Foxo3 promotes resistance to certain stress (37
), whereas it promotes apoptosis under other stress (40
). However, how Foxo3 selects the exact target gene in response to a specific condition remains obscure. In this study, under CR serum, Foxo3 was deacetylated by Sirt1 and bound to p27Kip1 and Bnip3 promoter, resulting in cell adaptation to hypoxia. In contrast, acetylated Foxo3 enhanced hypoxia-related apoptosis through Bim overexpression under AL serum. A prior report suggested that Sirt1 regulates Foxo3 transcriptional activity under oxidative stress to promote cell survival (37
). In addition to this, our results provide further evidence that Sirt1-mediated deacetylation of Foxo3 is essential for cell survival and the mechanism by which Foxo3 selects a specific gene promoter.

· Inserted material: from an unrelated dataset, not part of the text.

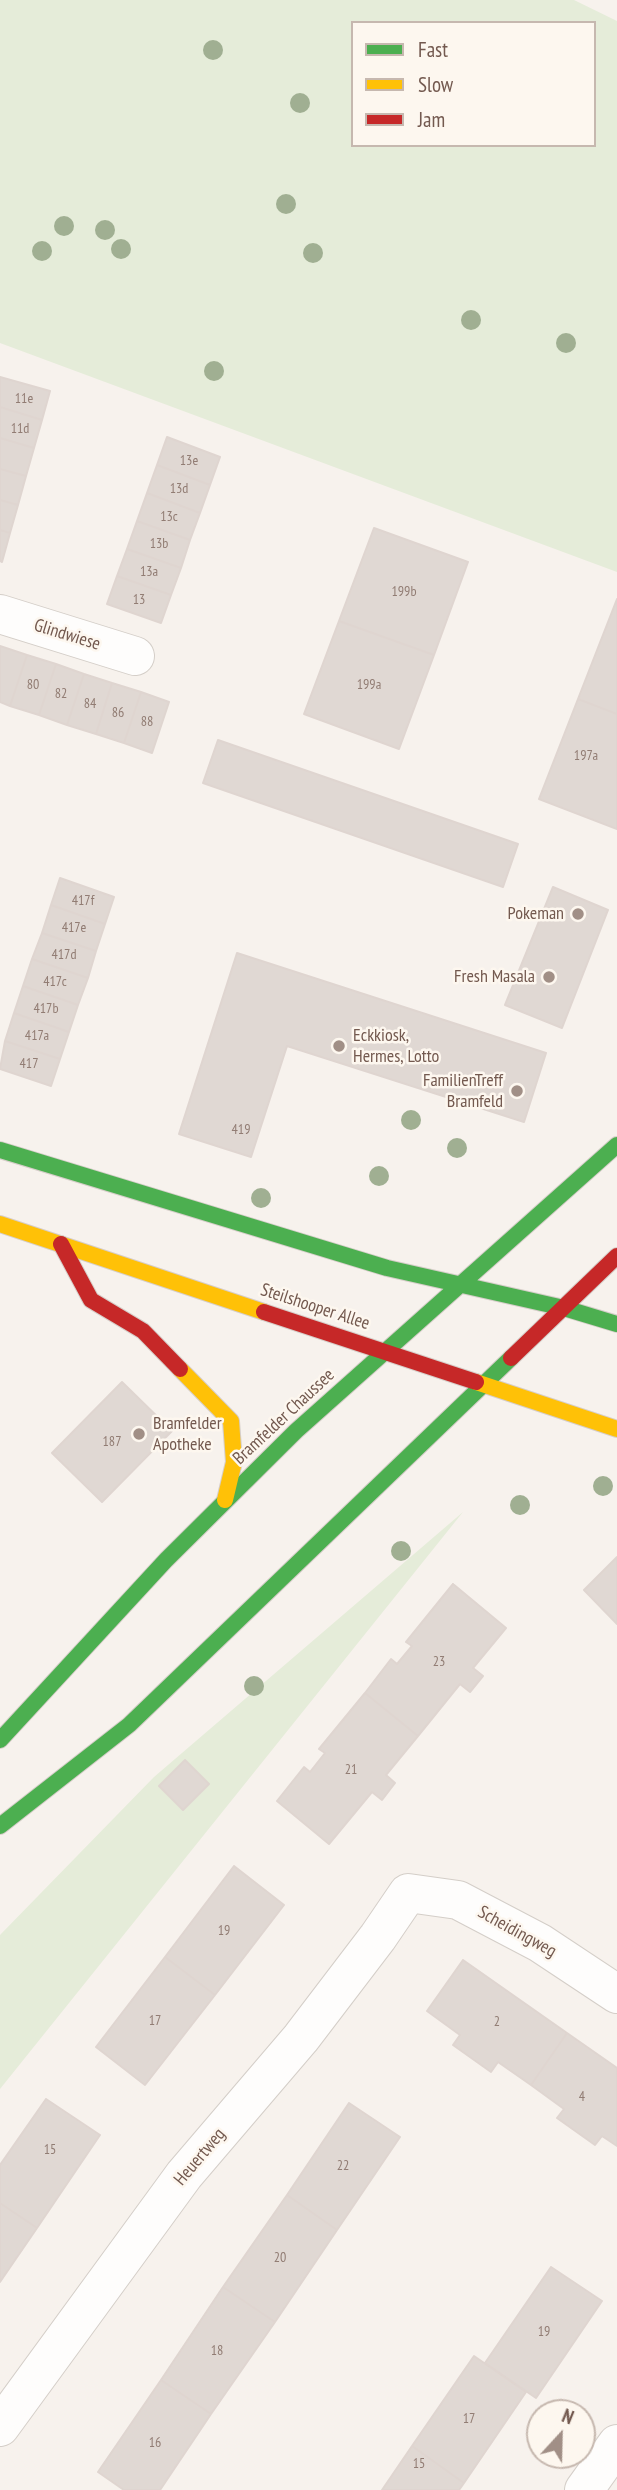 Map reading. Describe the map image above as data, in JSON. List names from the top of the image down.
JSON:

The present study demonstrated that mitochondrial damage in aged kidney is associated with Sirt1 deficiency and that Sirt1 promotes cell adaptation to hypoxia through autophagy in aged kidney. Our results provide what we believe to be the first evidence that Sirt1, the PI3K-Akt pathway, and Foxo3 coordinately regulate age-dependent tissue dysfunction and autophagy in mammals, as previously reported in lower organisms (23
). The reduced autophagy in the kidney may be involved in the age-associated weakness of PTCs against various renal toxicities, such as drug toxicity and proteinuria in glomerular diseases. Autophagy is currently the focus of research in various fields, such as aging (55
), metabolic diseases (56
), and immune diseases (58
). Our concept should be helpful in the design of studies aiming to further explore autophagy-related diseases and lead to the establishment of new therapies that can delay the progression of hypoxia- and age-related tissue dysfunction, including CKD in elderly patients.